TOKYO MARINE and FIRE INSURANCE COMPANY, Plaintiff,
v.
AETNA CASUALTY and SURETY COMPANY, Defendant.
No. B077182.
Court of Appeal, Second District, Division 3, California.
Oct. 29, 1996.
As Modified Nov. 13, 1996.

Page 756

[50 Cal.App.4th 332] Wasserman, Comden & Casselman, David B. Casselman and Glenn A. Brown, Jr., Tarzana, for Defendant, Cross-Complainant and Appellant.

Cooksey, Howard, Martin & Toolen, Phil Woog and Thomas Zimmerman, Costa Mesa, for Cross-Defendant and Respondent.

No appearance for Plaintiff and Respondent.

No appearance for Defendants and Respondents.

CROSKEY, Associate Justice.

In this action, which appears to be the final part of a major and complex construction defect case, we are called upon to construe the provisions of an excess liability policy which calls for the application of the horizontal exhaustion rule. The precise question presented is whether an excess insurer, under policy provisions such as those presented here, has any obligation, in a continuing loss case, to "drop down" and provide a defense to a common insured before the liability limits of all primary insurers on the risk have been exhausted. Consistent with the horizontal exhaustion rule, we answer this question in the negative. We therefore affirm the judgment.

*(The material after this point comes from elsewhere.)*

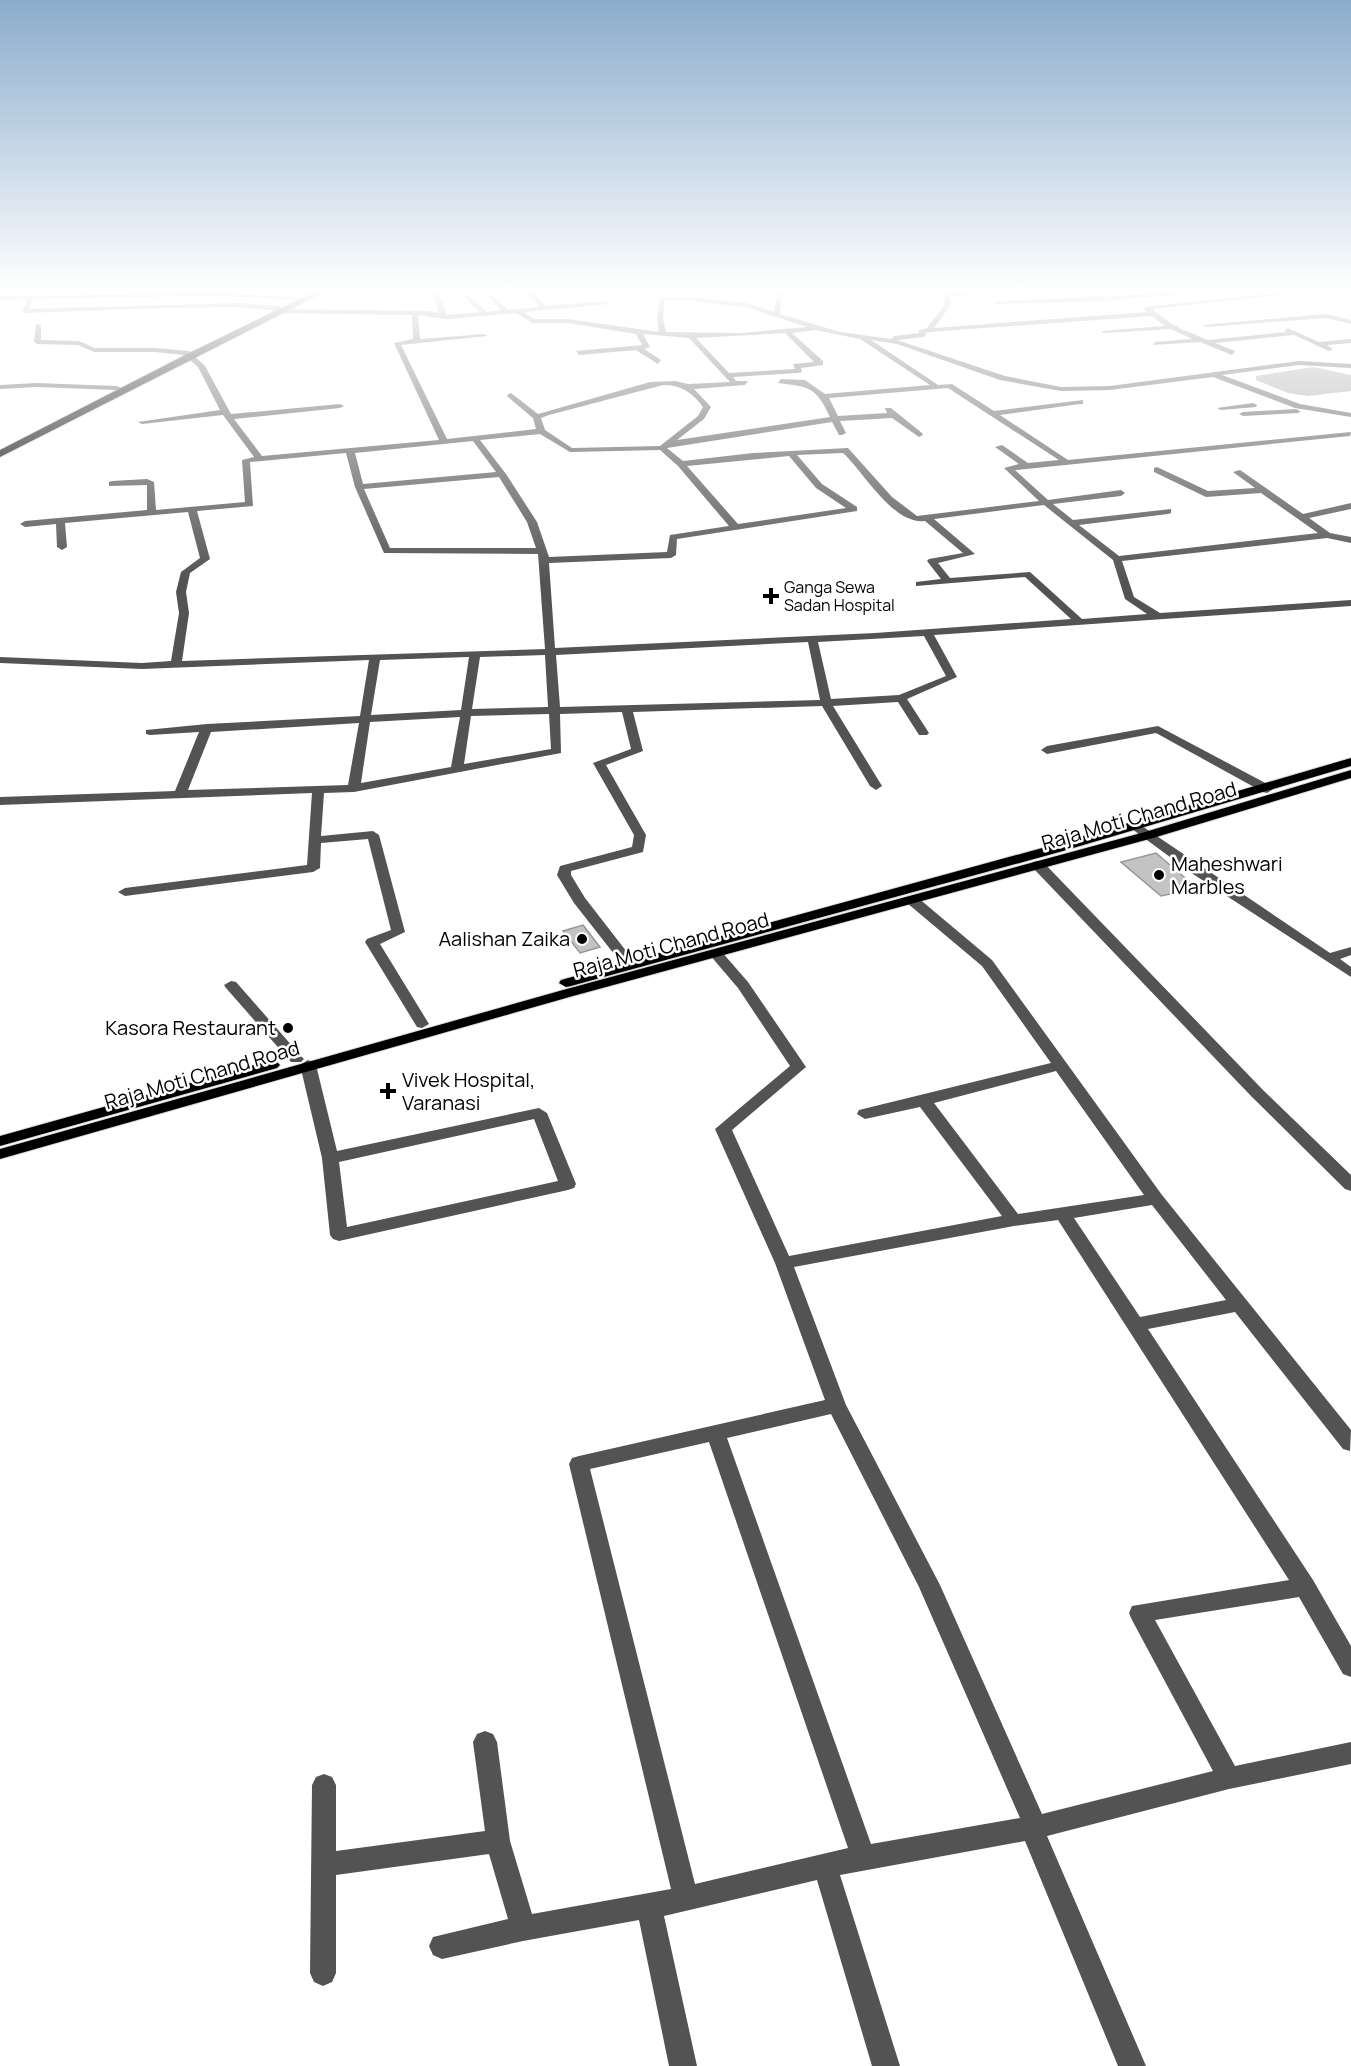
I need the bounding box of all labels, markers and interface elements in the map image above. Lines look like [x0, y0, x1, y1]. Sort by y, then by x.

The appellant, United Pacific Insurance Company ("United"), seeks reversal of the trial court's declaratory judgment in favor of the respondent, Scottsdale Insurance Company ("Scottsdale"), in which the court held that Scottsdale, an excess insurer, had no duty to defend the common insureds and therefore had no obligation to contribute to the very substantial defense costs which United had expended in providing that defense. 1

50 Cal.App.4th 333

FACTUAL AND PROCEDURAL BACKGROUND 2

In the mid-1970's, developers, including the Community Redevelopment Agency of

Page 757

the City of Los Angeles ("CRA"), embarked upon a major redevelopment project for the Monterey Hills area of Los Angeles. The redevelopment area initially consisted of three hilly masses with slopes ranging from moderate to steep. The CRA undertook to determine the feasibility of developing the site for residential use. Under the plan adopted, the CRA was responsible for constructing public improvements, including, among other things, the cut, fill compaction, grading, installation of drainage devices, subdrainage systems and preparation of building pads. The improved parcels were then to be sold by CRA to a redeveloper for construction of low and moderate income housing units.

As part of the redevelopment, two major fills were created: Pullman Canyon and Lomitas Canyon. In some instances these fills were over 100 feet in depth. Commencing in the late 1970s and continuing until early 1984, the Carley Capital Group, J.D. Carley and/or Carley Pacific (collectively, "Carley"), as the redevelopers and general contractors, along with numerous subcontractors, designed and constructed a number of condominium, townhouse and apartment complexes in the redevelopment area. In early 1984, California Coast Development Group, Inc. ("Cal Coast") succeeded to certain of the interests of J.D. Carley and Carley Pacific and engaged in the construction of two additional complexes. The construction of most of the complexes had been completed by September of 1983.

Prior to the construction of any structures in the redevelopment area, mass grading and filling was accomplished. The trial court found that this work was improperly done and concluded that the Lomitas and Pullman Canyon fills and the building pads were defective and damaged for the following reasons: (a) large quantities of colluvial material (unsuitable soil) were left at the bottom of said fills; (b) the fill was inadequately compacted; (c) portions of the subdrain system collapsed; (d) excessive moisture was retained in said fills; and (e) other improper materials were contained in said fills, (e.g., boulders, wood fragments, roots and other organic materials).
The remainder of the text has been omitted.